Note:
The observed behavior is correct, but may at first be surprising; it was to me, and I think it may be to others as well - though probably not to those intimately familiar with regex engines.
The repeatedly suggested duplicate, Regex lookahead, lookbehind and atomic groups, contains general information about look-around assertions, but does not address the specific misconception at hand, as discussed in more detail in the comments below.
Using a greedy, by definition variable-width subexpression inside a positive look-behind assertion can exhibit surprising behavior.

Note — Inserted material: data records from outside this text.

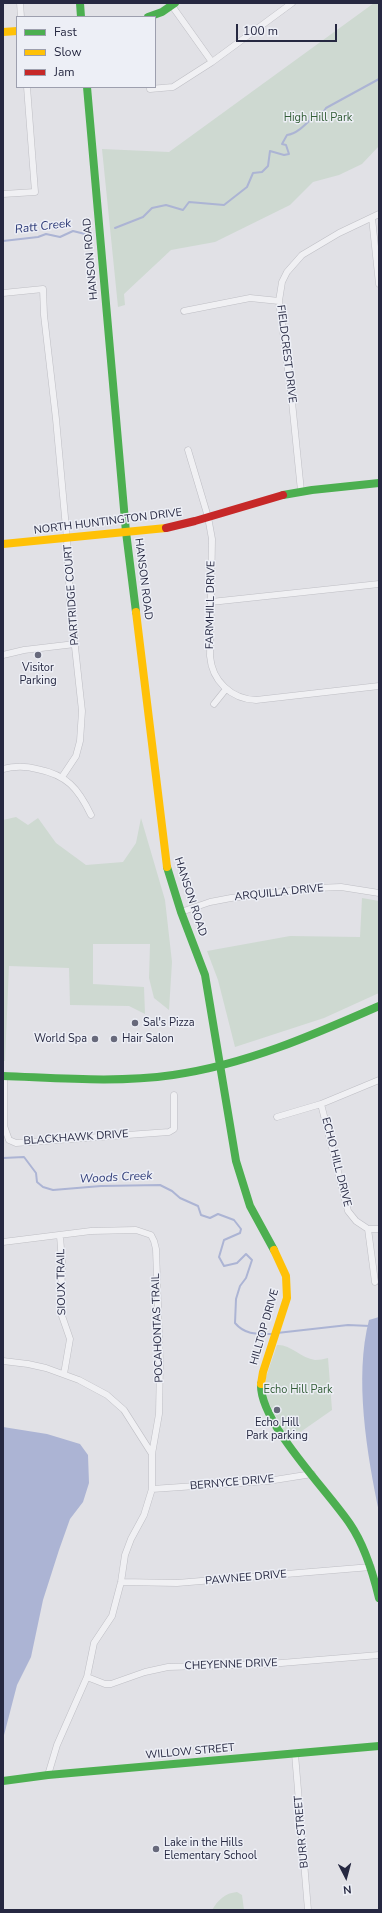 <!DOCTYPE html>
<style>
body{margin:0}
#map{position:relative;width:382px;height:1913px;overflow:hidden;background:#e1e1e6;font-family:"Nunito Sans",sans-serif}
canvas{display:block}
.frame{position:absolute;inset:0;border:4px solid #262841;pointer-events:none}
.legend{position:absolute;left:16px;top:16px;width:140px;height:72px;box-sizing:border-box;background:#edeff6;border:1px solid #9d9fae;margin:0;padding:5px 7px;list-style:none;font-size:12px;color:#262841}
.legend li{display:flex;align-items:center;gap:8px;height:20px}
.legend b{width:20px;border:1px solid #9d9fae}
.north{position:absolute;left:326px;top:1857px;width:40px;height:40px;-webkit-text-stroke:3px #edeff6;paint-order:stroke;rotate:174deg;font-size:11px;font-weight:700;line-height:16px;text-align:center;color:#262841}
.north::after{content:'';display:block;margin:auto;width:14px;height:18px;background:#262841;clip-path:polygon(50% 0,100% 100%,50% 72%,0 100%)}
.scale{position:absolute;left:236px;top:24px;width:101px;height:18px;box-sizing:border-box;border:2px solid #262841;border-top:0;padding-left:5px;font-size:12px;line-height:14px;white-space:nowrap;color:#262841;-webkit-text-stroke:3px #edeff6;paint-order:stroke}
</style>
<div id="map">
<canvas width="382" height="1913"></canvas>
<div class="frame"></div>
<ul class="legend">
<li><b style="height:5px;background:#4caf50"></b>Fast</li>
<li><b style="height:5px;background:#ffc107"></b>Slow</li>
<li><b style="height:5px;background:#c62828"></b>Jam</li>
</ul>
<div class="north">N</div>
<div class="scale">100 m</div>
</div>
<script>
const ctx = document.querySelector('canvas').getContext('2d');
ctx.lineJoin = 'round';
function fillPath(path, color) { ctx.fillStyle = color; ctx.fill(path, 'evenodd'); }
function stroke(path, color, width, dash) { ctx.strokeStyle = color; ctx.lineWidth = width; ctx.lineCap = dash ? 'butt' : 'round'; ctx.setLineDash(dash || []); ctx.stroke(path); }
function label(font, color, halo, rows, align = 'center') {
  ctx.font = font + ' "Nunito Sans",sans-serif'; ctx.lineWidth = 3; ctx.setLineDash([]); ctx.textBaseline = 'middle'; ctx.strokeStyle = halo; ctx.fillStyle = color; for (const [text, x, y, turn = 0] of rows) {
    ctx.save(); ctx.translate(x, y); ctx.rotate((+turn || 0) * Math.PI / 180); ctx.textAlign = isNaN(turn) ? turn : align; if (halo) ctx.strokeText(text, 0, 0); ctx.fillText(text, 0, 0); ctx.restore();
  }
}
const green = new Path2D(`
 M374,3H379V146L362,164L339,175L313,182L290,205L215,242L171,250L124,294L125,305L118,307L102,149L169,152Z
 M16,817L28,825L38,818L56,843L86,865L123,862L136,843L141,818L165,900L172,962L169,1010L154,998L149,978L150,944H93V984L144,987L145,1014L129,1006L70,1005L69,968L9,966L5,1061H3V820Z
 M362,898L379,901V993L324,1018L235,1047L218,980L207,951L290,936L360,937Z
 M277,1345C290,1344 301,1358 315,1360C319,1360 324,1359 328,1358L332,1410L289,1440L266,1398V1377Z
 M237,1892L242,1895L244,1910H212C218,1900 225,1893 237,1892Z`);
const water = new Path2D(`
 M379,1317V1512C367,1454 354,1378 369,1320Z
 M3,1427L47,1434L80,1444L88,1455L89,1483L83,1502L70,1519L59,1550L43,1600L31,1657L17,1685L3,1739Z`);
const stream = new Path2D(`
 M115,228L143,217L152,208L166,205L183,210L189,202L224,205L247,187L253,173L262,172L268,166L270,151L284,155L289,154L286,145L282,144L287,135C296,134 304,126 310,120V116L324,111L326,108L379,79
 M3,241L38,237L46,234L60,237L73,231L85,234
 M3,1158L24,1157L36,1173L37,1182L43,1187L53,1190L101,1186L160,1185L172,1191L180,1198L198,1206L201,1215L210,1218L218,1214L234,1220L241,1229L240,1233L224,1240L219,1257L224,1266L237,1263L246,1254L252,1260L246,1278L240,1286L236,1299L235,1323C245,1335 257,1334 273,1334
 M277,1333L348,1325L370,1326`);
const street = new Path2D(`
 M20,3L21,17
 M170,3L212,62
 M150,89L173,87L212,62L292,3
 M3,194L35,192L27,87
 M372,218L379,284
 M3,293L43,289L44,315L56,419L67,539L70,601L82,711L80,741L76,756L62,777
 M184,311L250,298L279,301
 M188,450L208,517L212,539L210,656C212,681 231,699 256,700L379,686
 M301,491L291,392L279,301L282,282L287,272L302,255L339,233L379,214
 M211,602L379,584
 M3,655L24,650L75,644
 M214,704L226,689
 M3,769C14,766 26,766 37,769C67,775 78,788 91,815
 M181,912L210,902L231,898L316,888L341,887L379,893
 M4,1076V1126L9,1140L16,1143L169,1132L174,1129V1095
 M321,1104L348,1211L356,1221L368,1229L375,1282
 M277,1117L321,1104L379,1080
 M368,1229H379
 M60,1236L62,1262L61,1313L70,1339L64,1374
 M3,1242L91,1231L136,1230L151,1235L154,1241L156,1249L160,1363L159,1414L152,1454
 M3,1361L28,1364L46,1368L79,1380L107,1395L124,1410L152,1454V1489L144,1515L131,1539L125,1555L121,1582L112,1616L94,1643L87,1677L57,1745L48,1775
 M152,1489L268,1481L312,1474
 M121,1582L177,1583L371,1567
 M87,1677L105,1684H111L145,1672L168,1667L269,1664L379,1655
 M295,1754L308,1910`);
const fast = new Path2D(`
 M80,3L81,17
 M148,17L162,12L175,3
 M87,87L126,532L136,612
 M283,495L312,490L379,483
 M167,867L181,912L205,975L236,1161L250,1206L274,1250
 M3,1076C59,1078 117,1083 173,1075C245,1065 313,1035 379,1006
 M261,1384C259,1422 328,1491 350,1524C365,1546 373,1573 379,1598
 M3,1781L48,1775L379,1746`);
const slow = new Path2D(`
 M3,32L17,31
 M3,544L166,528
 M136,612L167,867
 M261,1384L263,1372L287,1298L286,1276L274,1250`);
const jam = new Path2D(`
 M166,528L195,521L283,495`);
const markers = [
 [38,655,4,"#67697b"],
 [135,1023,4,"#67697b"],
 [95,1039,4,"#67697b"],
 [114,1039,4,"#67697b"],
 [277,1410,4,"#67697b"],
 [156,1849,4,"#67697b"]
];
const parkNames = [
 ["High Hill Park",318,118],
 ["Echo Hill Park",298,1390]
];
const streetNames = [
 ["HANSON ROAD",91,259,-95],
 ["FIELDCREST DRIVE",286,354,83],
 ["NORTH HUNTINGTON DRIVE",108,522,-7],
 ["HANSON ROAD",143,579,83],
 ["PARTRIDGE COURT",72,595,-94],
 ["FARMHILL DRIVE",211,605,-89],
 ["ARQUILLA DRIVE",279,893,-6],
 ["HANSON ROAD",190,897,72],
 ["BLACKHAWK DRIVE",76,1138,-4],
 ["ECHO HILL DRIVE",336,1162,76],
 ["SIOUX TRAIL",62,1282,-91],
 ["HILLTOP DRIVE",265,1327,-74],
 ["POCAHONTAS TRAIL",158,1328,-92],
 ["BERNYCE DRIVE",232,1483,-5],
 ["PAWNEE DRIVE",246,1578,-5],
 ["CHEYENNE DRIVE",231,1665,-2],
 ["WILLOW STREET",190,1752,-5],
 ["BURR STREET",302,1832,-95]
];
const poiNames = [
 ["Visitor",38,668,"center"],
 ["Parking",38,681,"center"],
 ["Sal's Pizza",143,1023],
 ["World Spa",87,1039,"right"],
 ["Hair Salon",122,1039],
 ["Echo Hill",277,1423,"center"],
 ["Park parking",277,1436,"center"],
 ["Lake in the Hills",164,1843],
 ["Elementary School",164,1856]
];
const waterNames = [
 ["Ratt Creek",43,227,-7],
 ["Woods Creek",116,1178,-3]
];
fillPath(green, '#ced9d1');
fillPath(water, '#acb4d4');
stroke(stream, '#acb4d4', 2);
stroke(street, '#bebec4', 7);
stroke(street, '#f0f0f3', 6);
stroke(fast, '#4caf50', 8);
stroke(slow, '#ffc107', 8);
stroke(jam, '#c62828', 8);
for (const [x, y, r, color] of markers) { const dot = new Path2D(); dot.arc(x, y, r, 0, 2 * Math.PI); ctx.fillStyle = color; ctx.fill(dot); stroke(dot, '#edeff6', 1.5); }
label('11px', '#325d36', '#edeff6', parkNames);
label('11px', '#262841', '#edeff6', streetNames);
label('11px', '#262841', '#edeff6', poiNames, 'left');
label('italic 12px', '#2d3a77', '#edeff6', waterNames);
</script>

The examples use PowerShell for convenience, but the behavior applies to the .NET regex engine in general:
This command works as I intuitively expect:
# OK:
# The subexpression matches greedily from the start up to and
# including the last "_", and, by including the matched string ($&)
# in the replacement string, effectively inserts "|" there - and only there.
PS> 'a_b_c' -replace '^.+_', '$&|'
a_b_|c
The following command, which uses a positive look-behind assertion, (?<=...)
, is seemingly equivalent - but isn't:
# CORRECT, but SURPRISING:
# Use a positive lookbehind assertion to *seemingly* match
# only up to and including the last "_", and insert a "|" there.
PS> 'a_b_c' -replace '(?<=^.+_)', '|'
a_|b_|c # !! *multiple* insertions were performed
Why isn't it equivalent? Why were multiple insertions performed?